Note to the Teacher
The key theme in this lesson is “Loving Like a Parent.” The icebreaker encourages the students to begin to think about who they are as people and as the children of parents. The discussion asks students to think about what it means to love a child. They are also asked to think about what it might look like to mentor a younger student. The activity has students think about their families and about Jesus’ love for children. Times are based on a fifty-minute lesson period but may be adjusted.
1. Icebreaker: M&Ms and You (10 minutes)
Have a big bowl of M&Ms ready in the middle of the room. Invite each student to grab a handful of M&Ms. Then go around the group and ask them to share one thing about themselves per M&M based on the information below.
- For every red M&M: share a detail about your childhood.
- Brown: Share a favorite movie, food, or book.
- Green: Share a new thing you have recently learned.
- Yellow: Share something you do well.
- Blue: Share something that happened yesterday.
2. Read Scripture (5 minutes)
We are continuing with Hosea today. Last week, we talked about the risky love of God. Hosea marries Gomer, but she does not keep covenant with her husband. Likewise, Israel does not keep their covenant with God, but God keeps loving them with this “risky” love. We saw an image of the love between a husband and wife. This week, we see images of the love a father has for his children.
Read Hosea 1:2-10.
3. Discussion (15 minutes)
- What is characteristic of the love a parent has for a child? How should it be? How would you describe it? Do all parents express their love for their children in the same way? If someone has not had a parent who loves or cares for them well, how might this language about “God as a parent” be different or difficult for them?

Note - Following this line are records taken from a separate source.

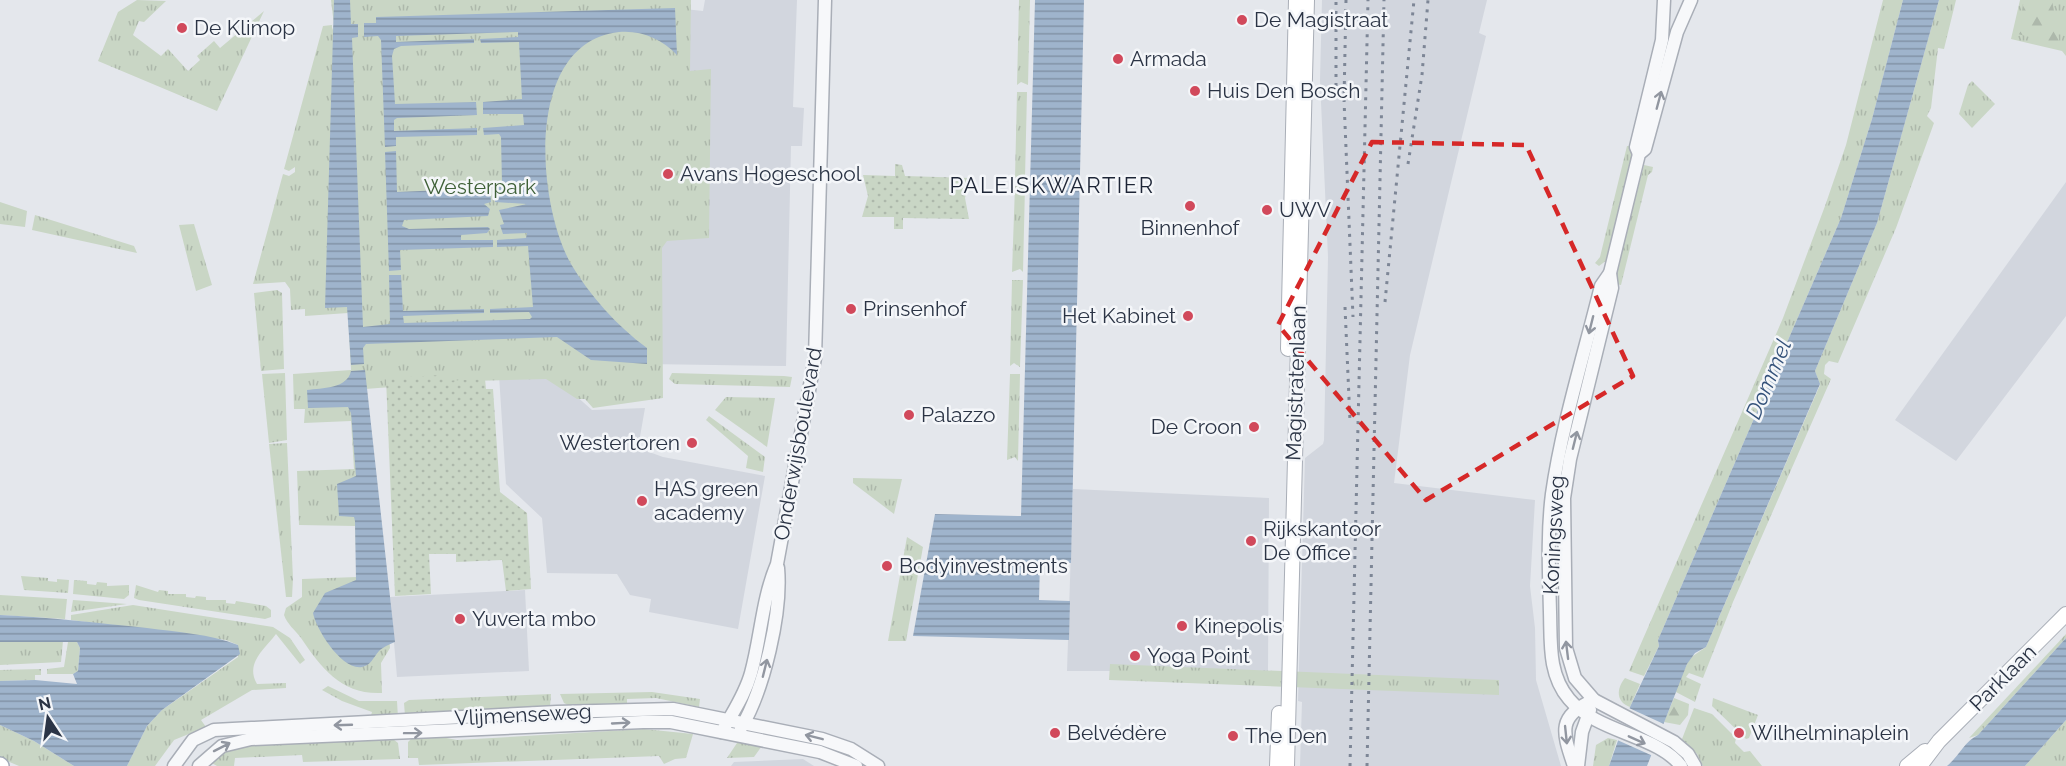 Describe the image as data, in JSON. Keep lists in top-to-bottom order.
{
  "streets": {
    "main road": ["Magistratenlaan", "Parklaan"],
    "street": ["Onderwijsboulevard", "Koningsweg", "Vlijmenseweg"]
  },
  "crossings": [
    ["Onderwijsboulevard", "Vlijmenseweg"]
  ],
  "districts": ["PALEISKWARTIER"],
  "water": ["Dommel"],
  "parks": ["Westerpark"],
  "places": [
    "De Magistraat",
    "De Klimop",
    "Armada",
    "Huis Den Bosch",
    "Avans Hogeschool",
    "Binnenhof",
    "UWV",
    "Prinsenhof",
    "Het Kabinet",
    "Palazzo",
    "De Croon",
    "Westertoren",
    "HAS green academy",
    "Rijkskantoor De Office",
    "Bodyinvestments",
    "Yuverta mbo",
    "Kinepolis",
    "Yoga Point",
    "Belvédère",
    "Wilhelminaplein",
    "The Den"
  ],
  "north": "top"
}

- Have any of you ever had to babysit or care for children younger than yourself? You would have been in the “parental role” in those situations. How did the children you were in charge of know that you cared about them? Did they just assume you had their best interests at heart, or did you have to prove yourself? How is a parent’s love transformational for a child? Conversely, how might a parent withholding love also be transformational?
- Are there other adults in your life who have been good “parents”? How have they parented or cared for you well?
Read Mark 10:13-16.
- How does Jesus talk about the love we should have for our children?
- How do you think God feels about children that aren’t loved well?
- In Hosea, we see the importance of God’s love for us— as parents care for their children. Does the kind of love that a parent has for a child also carry risks? Are those similar to or different from the risks we discussed last week?
- Do you think that anyone younger than you currently looks up to you as a parent figure or as a mentor? How can you demonstrate love for those younger than you? How can you “mentor” younger students?
4. Activity and Discussion (20 minutes)
- Pass out paper, markers, writing utensils, and craft supplies you’d like to incorporate into the activity. Invite the students to think about their families.
- Have them each design a flag that represents family.
- When students have finished, have them design a second flag on the back of the first one that represents Jesus and his care for children.
- At the end, have students share why they drew what they drew.
- Ask the students what they incorporated from the parents.
- Ask them to connect this activity to the lesson just talked about.
- Close in the manner that is typical for you. Consider taking joys/concerns from the students, then asking for a volunteer to close in prayer.